Jackie Beville, 67, a retired businessman, volunteers with the Germantown Clergy Initiative, which for five years was at Germantown High making sure students were safe going in and out of the building. He and about a dozen others have continued the daily routine at King.
"If we have a hero [who] is a leader of that school, it is my brother, Principal Wade. He is no joke," Beville said. "He cares for the kids, he is a disciplinarian, he runs a tight ship.
"I don't work for him. I'm a volunteer on the outside working," he added.
Beville said he has seen no signs of neighborhood tension at the school. The biggest issues have been a few students trying to sneak in side doors early in the year, he said, but school police have "nipped it in the bud."
Wade credited the community with helping the school survive under the strain of budget cuts - from the clergy who welcome students in the morning to the parent volunteers who answer phones in the office.
"When children know that you care and they know that we have high expectations, we get great results from them," he said.
"Knock on wood, the school year's not over; we still have the springtime to get through, but the merger has been successful to this point," he added. "We're educating young people in the Northwest region and creating partnerships every day to help do that at a better rate and a better pace."
A ways to go
Despite the optimism under Wade, the school still has a long way to go. Its 2011-12 PSSA test scores were well below the district average. The school no longer has an extended school day, which was supposed to be a hallmark of Ackerman's so-called Promise Academies, the underperforming schools taken over by district staff.

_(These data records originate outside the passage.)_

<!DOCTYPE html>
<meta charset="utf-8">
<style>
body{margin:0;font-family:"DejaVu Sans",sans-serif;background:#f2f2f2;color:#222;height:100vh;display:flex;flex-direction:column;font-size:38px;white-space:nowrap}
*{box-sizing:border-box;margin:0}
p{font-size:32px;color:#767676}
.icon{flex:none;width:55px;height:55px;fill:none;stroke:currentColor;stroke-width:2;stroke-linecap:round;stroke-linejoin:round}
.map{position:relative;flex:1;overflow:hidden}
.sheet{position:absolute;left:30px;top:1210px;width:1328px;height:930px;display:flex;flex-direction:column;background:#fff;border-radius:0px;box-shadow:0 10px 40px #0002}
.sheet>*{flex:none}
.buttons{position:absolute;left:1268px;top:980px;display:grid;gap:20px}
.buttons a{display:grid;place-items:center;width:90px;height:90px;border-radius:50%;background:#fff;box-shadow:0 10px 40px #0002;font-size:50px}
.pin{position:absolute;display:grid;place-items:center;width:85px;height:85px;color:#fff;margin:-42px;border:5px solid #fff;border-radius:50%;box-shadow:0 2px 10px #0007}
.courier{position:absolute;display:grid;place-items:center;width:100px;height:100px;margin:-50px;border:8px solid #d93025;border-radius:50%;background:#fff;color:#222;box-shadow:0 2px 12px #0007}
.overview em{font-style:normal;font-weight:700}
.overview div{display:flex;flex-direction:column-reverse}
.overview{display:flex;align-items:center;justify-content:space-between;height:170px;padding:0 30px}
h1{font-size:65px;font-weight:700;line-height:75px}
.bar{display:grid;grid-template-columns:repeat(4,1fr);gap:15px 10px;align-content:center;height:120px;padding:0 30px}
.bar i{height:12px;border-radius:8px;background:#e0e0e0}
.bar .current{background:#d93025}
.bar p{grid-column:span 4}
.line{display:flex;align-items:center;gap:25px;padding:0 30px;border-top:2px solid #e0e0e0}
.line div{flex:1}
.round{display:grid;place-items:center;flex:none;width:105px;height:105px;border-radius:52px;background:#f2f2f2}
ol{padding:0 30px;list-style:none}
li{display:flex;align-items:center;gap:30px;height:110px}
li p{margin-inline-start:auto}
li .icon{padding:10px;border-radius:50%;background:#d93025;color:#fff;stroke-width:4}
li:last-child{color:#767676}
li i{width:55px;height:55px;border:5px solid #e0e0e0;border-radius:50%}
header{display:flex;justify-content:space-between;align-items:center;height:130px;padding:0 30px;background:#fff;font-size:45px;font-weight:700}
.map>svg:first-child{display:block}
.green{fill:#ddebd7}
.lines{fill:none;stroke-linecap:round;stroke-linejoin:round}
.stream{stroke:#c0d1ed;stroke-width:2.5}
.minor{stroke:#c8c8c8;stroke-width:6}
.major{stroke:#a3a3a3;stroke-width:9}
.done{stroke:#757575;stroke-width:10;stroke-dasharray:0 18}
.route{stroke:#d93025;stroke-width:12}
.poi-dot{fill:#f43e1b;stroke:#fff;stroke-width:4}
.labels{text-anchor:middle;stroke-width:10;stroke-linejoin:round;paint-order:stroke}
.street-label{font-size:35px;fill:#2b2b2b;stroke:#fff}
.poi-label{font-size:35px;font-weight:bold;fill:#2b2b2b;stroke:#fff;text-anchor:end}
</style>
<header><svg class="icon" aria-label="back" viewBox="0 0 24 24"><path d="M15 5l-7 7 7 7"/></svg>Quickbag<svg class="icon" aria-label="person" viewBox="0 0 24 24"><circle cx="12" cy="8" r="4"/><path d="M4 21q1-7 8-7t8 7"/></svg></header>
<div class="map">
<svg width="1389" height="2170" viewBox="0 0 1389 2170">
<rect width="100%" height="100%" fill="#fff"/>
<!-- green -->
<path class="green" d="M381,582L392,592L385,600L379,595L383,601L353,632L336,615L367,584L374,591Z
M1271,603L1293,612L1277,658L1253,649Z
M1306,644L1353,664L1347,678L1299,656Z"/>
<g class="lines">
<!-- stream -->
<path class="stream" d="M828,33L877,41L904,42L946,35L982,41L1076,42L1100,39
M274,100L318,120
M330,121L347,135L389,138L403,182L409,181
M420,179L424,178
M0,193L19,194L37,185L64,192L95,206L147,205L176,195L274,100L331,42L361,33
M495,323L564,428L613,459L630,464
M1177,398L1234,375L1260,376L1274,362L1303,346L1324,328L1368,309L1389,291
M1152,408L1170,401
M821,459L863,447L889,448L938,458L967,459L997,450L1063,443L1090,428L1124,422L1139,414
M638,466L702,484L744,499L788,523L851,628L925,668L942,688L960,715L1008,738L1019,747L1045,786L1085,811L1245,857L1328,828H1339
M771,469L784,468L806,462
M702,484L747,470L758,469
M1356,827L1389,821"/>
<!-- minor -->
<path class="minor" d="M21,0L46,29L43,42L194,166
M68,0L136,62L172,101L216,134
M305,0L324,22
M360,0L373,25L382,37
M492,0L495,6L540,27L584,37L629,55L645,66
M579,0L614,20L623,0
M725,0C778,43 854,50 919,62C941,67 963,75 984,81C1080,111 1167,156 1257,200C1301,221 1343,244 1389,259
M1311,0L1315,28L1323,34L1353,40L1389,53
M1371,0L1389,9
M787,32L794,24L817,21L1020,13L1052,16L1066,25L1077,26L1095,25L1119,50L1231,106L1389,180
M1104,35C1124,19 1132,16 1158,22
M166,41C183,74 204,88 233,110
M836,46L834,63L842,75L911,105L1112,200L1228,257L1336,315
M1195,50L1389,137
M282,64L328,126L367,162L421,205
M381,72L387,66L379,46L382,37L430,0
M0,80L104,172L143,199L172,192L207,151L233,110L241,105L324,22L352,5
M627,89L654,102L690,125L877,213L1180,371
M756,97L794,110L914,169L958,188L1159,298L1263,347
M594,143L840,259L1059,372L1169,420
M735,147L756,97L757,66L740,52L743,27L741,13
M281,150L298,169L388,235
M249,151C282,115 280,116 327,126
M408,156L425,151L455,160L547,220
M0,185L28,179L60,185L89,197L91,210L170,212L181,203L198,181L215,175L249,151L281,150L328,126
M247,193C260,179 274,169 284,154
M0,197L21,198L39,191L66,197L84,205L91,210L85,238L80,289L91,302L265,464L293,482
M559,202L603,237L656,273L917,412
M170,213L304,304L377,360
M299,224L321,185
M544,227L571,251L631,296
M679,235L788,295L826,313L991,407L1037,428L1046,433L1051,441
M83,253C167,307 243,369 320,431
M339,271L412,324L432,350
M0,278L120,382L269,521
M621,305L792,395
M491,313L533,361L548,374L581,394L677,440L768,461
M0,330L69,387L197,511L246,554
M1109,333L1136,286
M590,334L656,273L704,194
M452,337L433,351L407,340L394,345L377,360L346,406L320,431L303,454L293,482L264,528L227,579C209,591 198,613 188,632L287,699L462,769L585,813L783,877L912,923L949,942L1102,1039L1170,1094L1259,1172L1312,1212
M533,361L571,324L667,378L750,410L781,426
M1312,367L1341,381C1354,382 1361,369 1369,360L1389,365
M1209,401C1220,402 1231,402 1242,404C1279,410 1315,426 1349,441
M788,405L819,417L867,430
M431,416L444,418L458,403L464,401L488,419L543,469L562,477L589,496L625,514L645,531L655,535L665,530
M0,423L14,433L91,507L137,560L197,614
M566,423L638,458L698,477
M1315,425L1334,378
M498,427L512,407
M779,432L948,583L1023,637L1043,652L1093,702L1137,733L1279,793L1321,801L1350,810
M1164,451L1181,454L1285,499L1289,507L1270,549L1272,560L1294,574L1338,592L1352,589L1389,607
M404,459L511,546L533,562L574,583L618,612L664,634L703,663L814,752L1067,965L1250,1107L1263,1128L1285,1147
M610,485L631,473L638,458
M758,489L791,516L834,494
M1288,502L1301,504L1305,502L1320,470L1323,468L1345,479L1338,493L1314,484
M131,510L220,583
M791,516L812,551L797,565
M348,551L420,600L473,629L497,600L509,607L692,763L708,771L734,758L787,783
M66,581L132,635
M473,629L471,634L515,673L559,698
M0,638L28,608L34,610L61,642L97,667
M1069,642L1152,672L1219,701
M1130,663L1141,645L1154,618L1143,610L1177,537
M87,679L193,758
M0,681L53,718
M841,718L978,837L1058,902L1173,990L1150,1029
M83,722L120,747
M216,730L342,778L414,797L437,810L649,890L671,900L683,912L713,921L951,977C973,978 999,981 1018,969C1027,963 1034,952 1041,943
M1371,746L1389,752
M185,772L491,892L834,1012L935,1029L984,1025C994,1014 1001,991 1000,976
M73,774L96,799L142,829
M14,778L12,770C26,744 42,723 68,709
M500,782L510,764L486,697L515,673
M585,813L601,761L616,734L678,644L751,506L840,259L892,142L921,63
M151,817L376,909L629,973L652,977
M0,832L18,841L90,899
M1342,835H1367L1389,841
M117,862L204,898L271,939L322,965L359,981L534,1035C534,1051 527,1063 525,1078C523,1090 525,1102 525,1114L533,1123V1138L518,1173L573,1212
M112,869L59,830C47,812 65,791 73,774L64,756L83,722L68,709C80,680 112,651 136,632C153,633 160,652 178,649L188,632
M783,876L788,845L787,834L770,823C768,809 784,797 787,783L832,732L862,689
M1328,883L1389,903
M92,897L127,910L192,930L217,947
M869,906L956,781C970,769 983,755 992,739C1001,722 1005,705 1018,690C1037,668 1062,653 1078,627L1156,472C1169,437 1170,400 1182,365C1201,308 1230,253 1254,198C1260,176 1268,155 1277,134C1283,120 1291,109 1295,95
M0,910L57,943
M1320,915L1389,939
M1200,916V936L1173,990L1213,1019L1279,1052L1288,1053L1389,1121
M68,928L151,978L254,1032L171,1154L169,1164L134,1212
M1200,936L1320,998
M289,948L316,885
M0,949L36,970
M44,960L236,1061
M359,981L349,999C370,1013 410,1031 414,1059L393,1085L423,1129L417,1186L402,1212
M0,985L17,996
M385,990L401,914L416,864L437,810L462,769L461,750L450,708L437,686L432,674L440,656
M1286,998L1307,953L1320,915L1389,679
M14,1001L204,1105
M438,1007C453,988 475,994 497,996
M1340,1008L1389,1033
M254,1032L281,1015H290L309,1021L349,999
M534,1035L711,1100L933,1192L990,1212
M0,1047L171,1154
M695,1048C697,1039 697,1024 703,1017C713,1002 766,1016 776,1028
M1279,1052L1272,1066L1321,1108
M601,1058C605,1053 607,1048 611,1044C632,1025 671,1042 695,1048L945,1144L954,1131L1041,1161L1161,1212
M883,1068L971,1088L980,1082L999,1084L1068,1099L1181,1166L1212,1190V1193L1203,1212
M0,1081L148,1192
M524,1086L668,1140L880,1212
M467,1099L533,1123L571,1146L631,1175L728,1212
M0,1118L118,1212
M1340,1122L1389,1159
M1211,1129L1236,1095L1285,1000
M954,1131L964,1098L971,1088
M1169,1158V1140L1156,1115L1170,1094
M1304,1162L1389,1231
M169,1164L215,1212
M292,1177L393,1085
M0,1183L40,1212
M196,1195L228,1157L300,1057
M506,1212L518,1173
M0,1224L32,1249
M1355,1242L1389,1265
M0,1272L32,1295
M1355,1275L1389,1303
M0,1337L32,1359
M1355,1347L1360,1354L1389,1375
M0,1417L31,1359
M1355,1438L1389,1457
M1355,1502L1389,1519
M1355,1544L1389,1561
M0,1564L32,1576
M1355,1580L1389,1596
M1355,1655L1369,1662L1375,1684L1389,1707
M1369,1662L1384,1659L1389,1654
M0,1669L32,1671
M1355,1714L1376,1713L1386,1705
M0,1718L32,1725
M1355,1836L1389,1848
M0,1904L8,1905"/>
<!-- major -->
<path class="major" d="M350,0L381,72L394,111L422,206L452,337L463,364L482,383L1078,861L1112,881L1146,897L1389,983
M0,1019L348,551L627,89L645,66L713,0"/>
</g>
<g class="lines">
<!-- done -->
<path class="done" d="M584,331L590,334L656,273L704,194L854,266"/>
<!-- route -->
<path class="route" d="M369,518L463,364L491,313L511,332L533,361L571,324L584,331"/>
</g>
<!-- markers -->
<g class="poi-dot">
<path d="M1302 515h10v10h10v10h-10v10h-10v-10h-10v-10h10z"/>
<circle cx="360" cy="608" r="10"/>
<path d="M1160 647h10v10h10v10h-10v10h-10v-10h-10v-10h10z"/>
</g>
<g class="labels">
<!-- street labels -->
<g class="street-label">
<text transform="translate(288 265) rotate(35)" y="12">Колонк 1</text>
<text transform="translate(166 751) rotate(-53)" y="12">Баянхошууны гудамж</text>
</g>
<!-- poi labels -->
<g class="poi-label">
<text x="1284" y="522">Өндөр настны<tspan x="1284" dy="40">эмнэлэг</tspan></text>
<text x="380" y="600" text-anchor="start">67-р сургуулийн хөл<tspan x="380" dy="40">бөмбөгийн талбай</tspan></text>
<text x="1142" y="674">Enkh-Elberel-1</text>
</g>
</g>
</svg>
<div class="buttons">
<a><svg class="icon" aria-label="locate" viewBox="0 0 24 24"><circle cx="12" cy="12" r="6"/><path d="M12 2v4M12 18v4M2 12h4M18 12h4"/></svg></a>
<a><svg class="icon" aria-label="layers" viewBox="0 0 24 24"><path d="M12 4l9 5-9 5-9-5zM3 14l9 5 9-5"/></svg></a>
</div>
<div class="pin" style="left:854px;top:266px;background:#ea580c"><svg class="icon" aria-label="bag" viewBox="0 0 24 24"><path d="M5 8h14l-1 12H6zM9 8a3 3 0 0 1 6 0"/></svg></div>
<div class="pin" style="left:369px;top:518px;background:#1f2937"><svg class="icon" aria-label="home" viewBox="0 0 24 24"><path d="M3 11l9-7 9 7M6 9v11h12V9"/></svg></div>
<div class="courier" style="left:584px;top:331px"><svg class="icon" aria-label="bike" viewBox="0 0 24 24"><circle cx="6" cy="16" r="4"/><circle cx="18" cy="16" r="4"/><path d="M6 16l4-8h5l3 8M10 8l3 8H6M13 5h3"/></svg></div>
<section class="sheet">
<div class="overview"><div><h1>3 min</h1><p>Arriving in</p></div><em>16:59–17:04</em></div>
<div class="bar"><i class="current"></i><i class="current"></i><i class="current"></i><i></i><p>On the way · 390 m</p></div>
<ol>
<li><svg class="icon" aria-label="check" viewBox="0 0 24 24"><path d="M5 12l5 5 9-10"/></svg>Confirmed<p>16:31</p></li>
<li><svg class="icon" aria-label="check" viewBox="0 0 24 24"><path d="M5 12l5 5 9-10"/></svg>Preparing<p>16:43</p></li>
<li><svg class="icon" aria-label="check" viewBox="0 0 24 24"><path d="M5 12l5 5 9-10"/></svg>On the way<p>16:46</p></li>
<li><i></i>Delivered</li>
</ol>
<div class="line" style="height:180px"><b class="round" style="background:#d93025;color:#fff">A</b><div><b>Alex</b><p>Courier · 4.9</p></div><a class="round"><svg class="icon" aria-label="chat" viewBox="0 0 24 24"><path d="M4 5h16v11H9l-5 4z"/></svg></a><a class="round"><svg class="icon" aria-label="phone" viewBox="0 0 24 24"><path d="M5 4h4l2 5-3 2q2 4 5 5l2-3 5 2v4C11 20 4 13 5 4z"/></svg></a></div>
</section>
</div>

Add to that no money for field trips or weekly professional development due to budget cuts.
And, as in schools across the district, funding shortfalls have led to further layoffs of teachers, administrators and counselors.
Wade made no bones about the difficulties.
"It's always a challenge when you have behavior issues, academic issues, attendance issues and low parental involvement," he said. "And those are some of the main descriptors in all of our neighborhood high schools across this country, not just King."
The principal said he remains confident that he and his team of educators are right for the job, even though they face long odds - much like their football team.
"It's my job to keep them all encouraged and supported while they do this very difficult work," he said. "I don't get discouraged. I don't quit easy."